TASK DIRECTIONS: Restate exactly, and only, the lines spanning from the one with "Quick job: Serialize" to the end of the records below.

Dataset entries

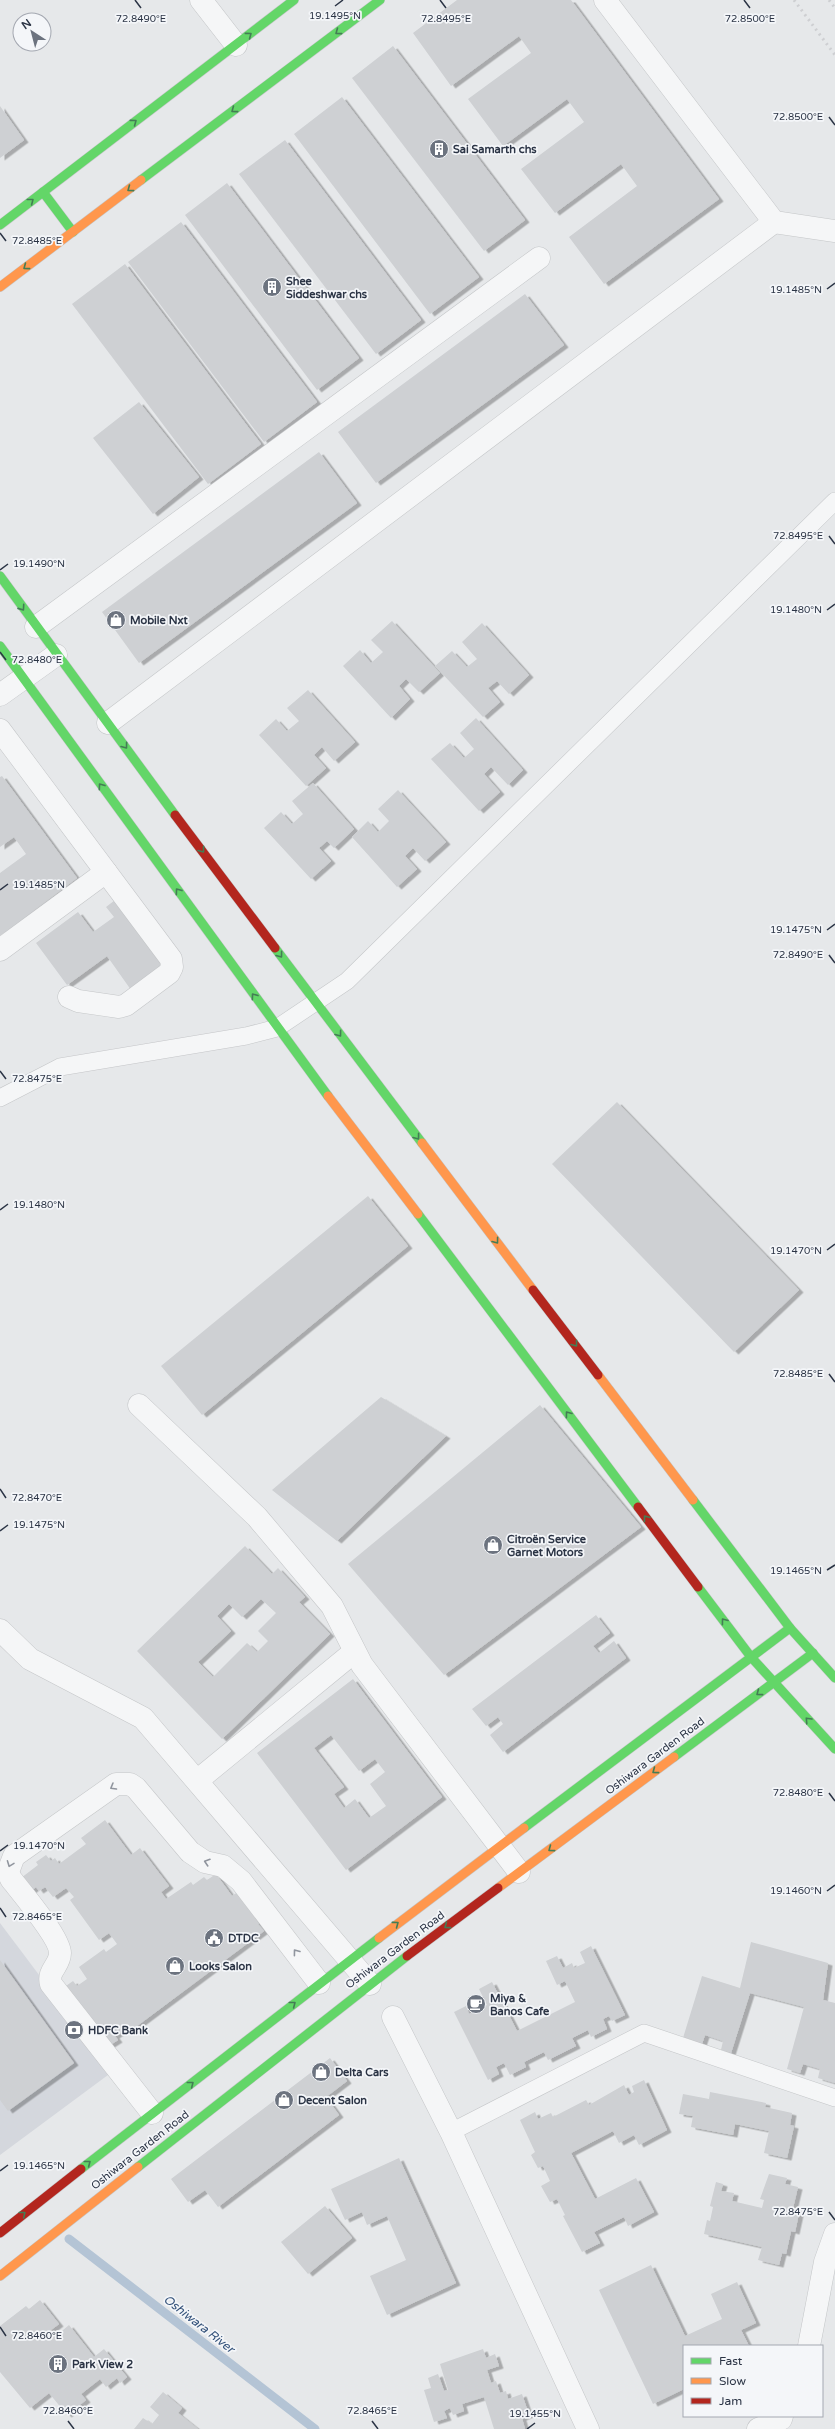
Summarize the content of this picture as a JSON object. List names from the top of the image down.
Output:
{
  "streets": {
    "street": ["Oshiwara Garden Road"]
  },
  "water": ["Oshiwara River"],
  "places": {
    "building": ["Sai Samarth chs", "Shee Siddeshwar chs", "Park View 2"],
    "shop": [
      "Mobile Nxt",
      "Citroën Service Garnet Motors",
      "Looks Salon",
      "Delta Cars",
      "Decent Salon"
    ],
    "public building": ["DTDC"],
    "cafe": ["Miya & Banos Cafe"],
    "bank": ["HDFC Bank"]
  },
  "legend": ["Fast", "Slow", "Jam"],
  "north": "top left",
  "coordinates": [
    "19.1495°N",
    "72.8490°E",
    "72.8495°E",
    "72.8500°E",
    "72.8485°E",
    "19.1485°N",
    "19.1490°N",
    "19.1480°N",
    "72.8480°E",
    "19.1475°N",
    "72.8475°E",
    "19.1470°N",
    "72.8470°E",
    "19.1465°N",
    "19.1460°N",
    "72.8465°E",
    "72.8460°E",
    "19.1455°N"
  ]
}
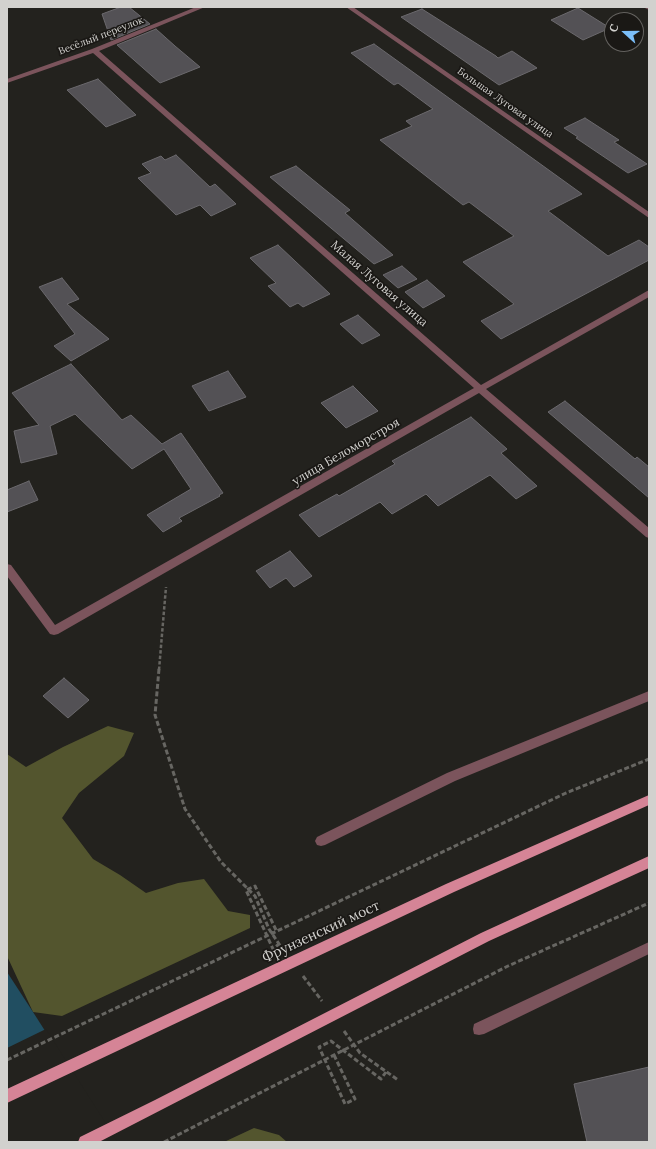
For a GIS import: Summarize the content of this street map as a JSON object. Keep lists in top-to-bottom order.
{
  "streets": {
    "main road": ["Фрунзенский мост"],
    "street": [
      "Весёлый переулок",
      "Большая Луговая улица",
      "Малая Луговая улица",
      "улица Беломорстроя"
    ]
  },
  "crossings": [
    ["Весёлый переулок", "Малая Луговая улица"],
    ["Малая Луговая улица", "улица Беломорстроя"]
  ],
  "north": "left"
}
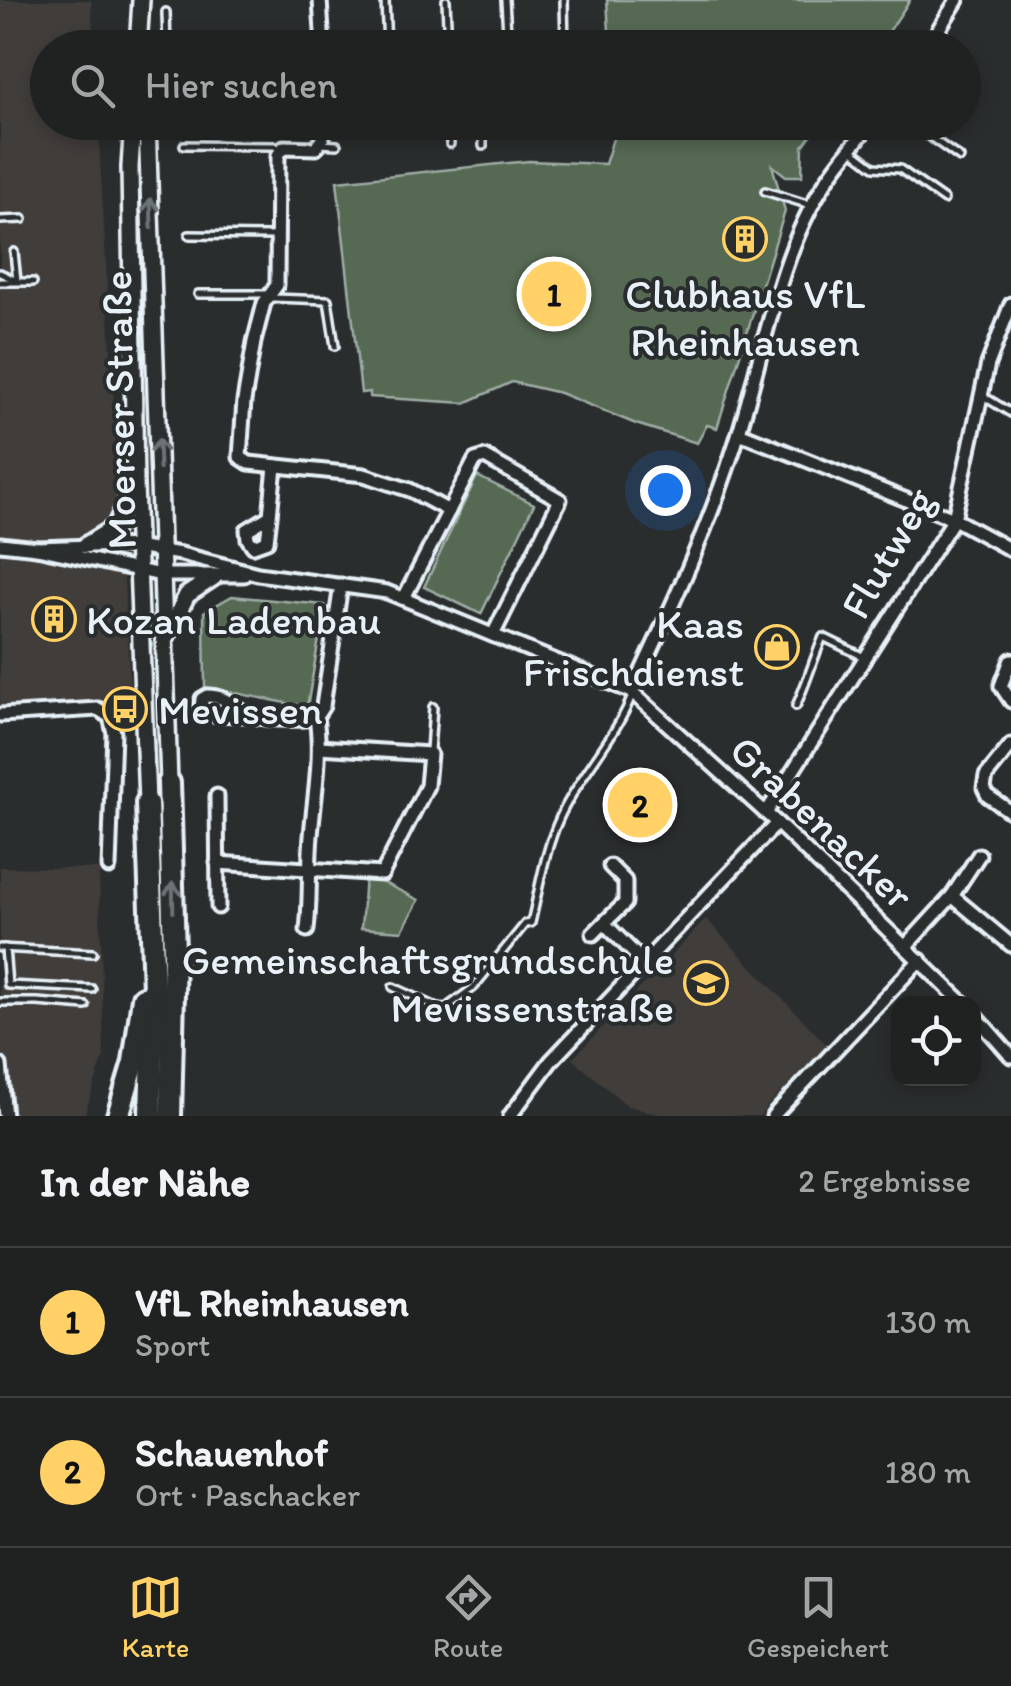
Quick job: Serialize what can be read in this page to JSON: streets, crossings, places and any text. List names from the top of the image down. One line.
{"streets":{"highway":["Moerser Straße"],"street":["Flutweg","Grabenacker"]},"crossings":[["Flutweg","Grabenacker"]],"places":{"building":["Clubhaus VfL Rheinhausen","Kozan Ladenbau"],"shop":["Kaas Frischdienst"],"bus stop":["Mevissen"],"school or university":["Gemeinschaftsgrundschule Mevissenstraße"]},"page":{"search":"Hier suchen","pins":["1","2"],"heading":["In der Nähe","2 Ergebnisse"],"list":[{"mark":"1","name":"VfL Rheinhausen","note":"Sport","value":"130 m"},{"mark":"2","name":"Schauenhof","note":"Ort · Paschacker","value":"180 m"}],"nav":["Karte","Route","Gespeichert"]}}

ANSWER SECTION:
Quick job: Serialize what can be read in this page to JSON: streets, crossings, places and any text. List names from the top of the image down. One line.
{"streets":{"highway":["Moerser Straße"],"street":["Flutweg","Grabenacker"]},"crossings":[["Flutweg","Grabenacker"]],"places":{"building":["Clubhaus VfL Rheinhausen","Kozan Ladenbau"],"shop":["Kaas Frischdienst"],"bus stop":["Mevissen"],"school or university":["Gemeinschaftsgrundschule Mevissenstraße"]},"page":{"search":"Hier suchen","pins":["1","2"],"heading":["In der Nähe","2 Ergebnisse"],"list":[{"mark":"1","name":"VfL Rheinhausen","note":"Sport","value":"130 m"},{"mark":"2","name":"Schauenhof","note":"Ort · Paschacker","value":"180 m"}],"nav":["Karte","Route","Gespeichert"]}}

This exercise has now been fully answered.